Luker was nominated for Tony for best actress in 1995 in the role of Magnolia in “Showboat”, was nominated for best actress in 2000 for playing Marian in “The Music Man” opposite Craig Bierko, and was nominated for best actress in 2007 as Winifred Banks in “Mary Poppins.”

Tributes flooded social media, including Broadway stars like Laura Benanti, who called Luker “humble, loving and kind” with a “golden voice” that “would involve you in peace”. Seth Rudetsky said it was “a big loss for Broadway and the world”. Kristin Chenoweth tweeted that Luker was “one of the main reasons I wanted to be a soprano” and Bernadette Peters called her “one of the most beautiful voices on Broadway and a lovely person”.

Luker was known for staying with programs for long periods. “Yes, I’m the queen of long runs,” she told the Connecticut Post in 2011. “I don’t know if I’m lucky or a curse. But it’s just how things went for me and it’s mostly a good thing. “

In 2013, she appeared in an off-Broadway revival of “Passion” by Stephen Sondheim. In addition to many stage credits, Luker appeared on TV in “Boardwalk Empire” and “The Good Wife” and in the 2012 film “Not Fade Away”. His other off-Broadway credits include “Death Takes a Holiday”, “Indian Blood” and “The Vagina Monologues”.

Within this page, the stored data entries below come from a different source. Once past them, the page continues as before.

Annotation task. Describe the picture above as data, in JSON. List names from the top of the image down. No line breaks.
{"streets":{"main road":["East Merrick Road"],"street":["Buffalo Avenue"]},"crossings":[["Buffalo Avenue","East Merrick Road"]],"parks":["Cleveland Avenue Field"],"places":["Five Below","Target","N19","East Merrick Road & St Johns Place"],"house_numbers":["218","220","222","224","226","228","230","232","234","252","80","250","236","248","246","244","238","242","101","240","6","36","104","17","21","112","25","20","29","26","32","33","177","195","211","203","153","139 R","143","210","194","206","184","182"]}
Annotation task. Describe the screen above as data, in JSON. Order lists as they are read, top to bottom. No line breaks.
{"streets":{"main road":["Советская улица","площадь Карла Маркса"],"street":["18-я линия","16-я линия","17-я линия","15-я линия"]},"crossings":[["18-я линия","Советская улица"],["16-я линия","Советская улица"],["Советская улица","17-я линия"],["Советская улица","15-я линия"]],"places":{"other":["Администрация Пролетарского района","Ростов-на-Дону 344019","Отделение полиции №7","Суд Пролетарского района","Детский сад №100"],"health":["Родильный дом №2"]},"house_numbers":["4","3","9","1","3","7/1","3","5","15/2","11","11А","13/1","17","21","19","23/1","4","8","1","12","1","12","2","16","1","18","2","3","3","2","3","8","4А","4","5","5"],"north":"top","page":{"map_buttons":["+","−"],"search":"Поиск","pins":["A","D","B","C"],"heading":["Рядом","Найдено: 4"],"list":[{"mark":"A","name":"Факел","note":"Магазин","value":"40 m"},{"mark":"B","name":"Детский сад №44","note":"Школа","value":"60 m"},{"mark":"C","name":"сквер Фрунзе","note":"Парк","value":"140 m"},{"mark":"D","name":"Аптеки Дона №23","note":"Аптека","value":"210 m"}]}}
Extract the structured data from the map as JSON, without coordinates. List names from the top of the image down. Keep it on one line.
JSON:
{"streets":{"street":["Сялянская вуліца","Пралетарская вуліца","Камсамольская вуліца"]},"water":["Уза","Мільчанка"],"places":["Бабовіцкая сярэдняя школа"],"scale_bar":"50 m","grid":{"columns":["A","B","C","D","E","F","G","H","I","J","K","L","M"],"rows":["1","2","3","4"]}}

Broadway star Stephanie J. Block called Luker “angel-like and angel-like” and LaChanze used Twitter to call Luker’s death “a big loss for American theater”. Tony Cerveris, Tony winner, said: “There was no one more humble, more unexpectedly funny or more glorious when she sang.”

Luker and her husband starred in an episode of “Law & Order: Special Victims Unit”, in which they played the parents of a transgender young man killed in an accident after being bullied.

Luker was born and raised in Birmingham, Alabama, and graduated in music from the University of Montevallo, where he later obtained an honorary doctorate.

Luker made his Broadway debut in 1988 in “The Phantom of the Opera”, first as a replacement for Sarah Brightman and then playing Christine alongside the legendary Michael Crawford. “I will never forget. It was an out-of-body experience. He was so kind, though, and I will never forget that,” she told Playbill in 2016.

She had Broadway roles in “The Sound of Music” and as the original Lily in “The Secret Garden”. She was a replacement for “Nine” in 2003 alongside Antonio Banderas, “Fun Home” in 2016 and “Rodgers + Hammerstein’s Cinderella” in 2013-14.

His albums include “Greenwich Time”, “Leaving Home”, “Anything Goes: Rebecca Luker Sings Cole Porter” and “I Got Love: Songs of Jerome Kern”, with 14 classics since “Bill / Can’t Help Loving That Man” “to” My husband’s first wife. “She also paid tribute to the legendary Barbara Cook at Kennedy Center Honors 2011.

His final role on stage was to play the narrow-minded wife of a small-town minister in the Kennedy Center’s 2019 production of “Footloose”. His last performance was in June at Zoom’s charity performance, “At Home With Rebecca Luker”.

In addition to her husband, Luker leaves two stepsons, Alex and Zach.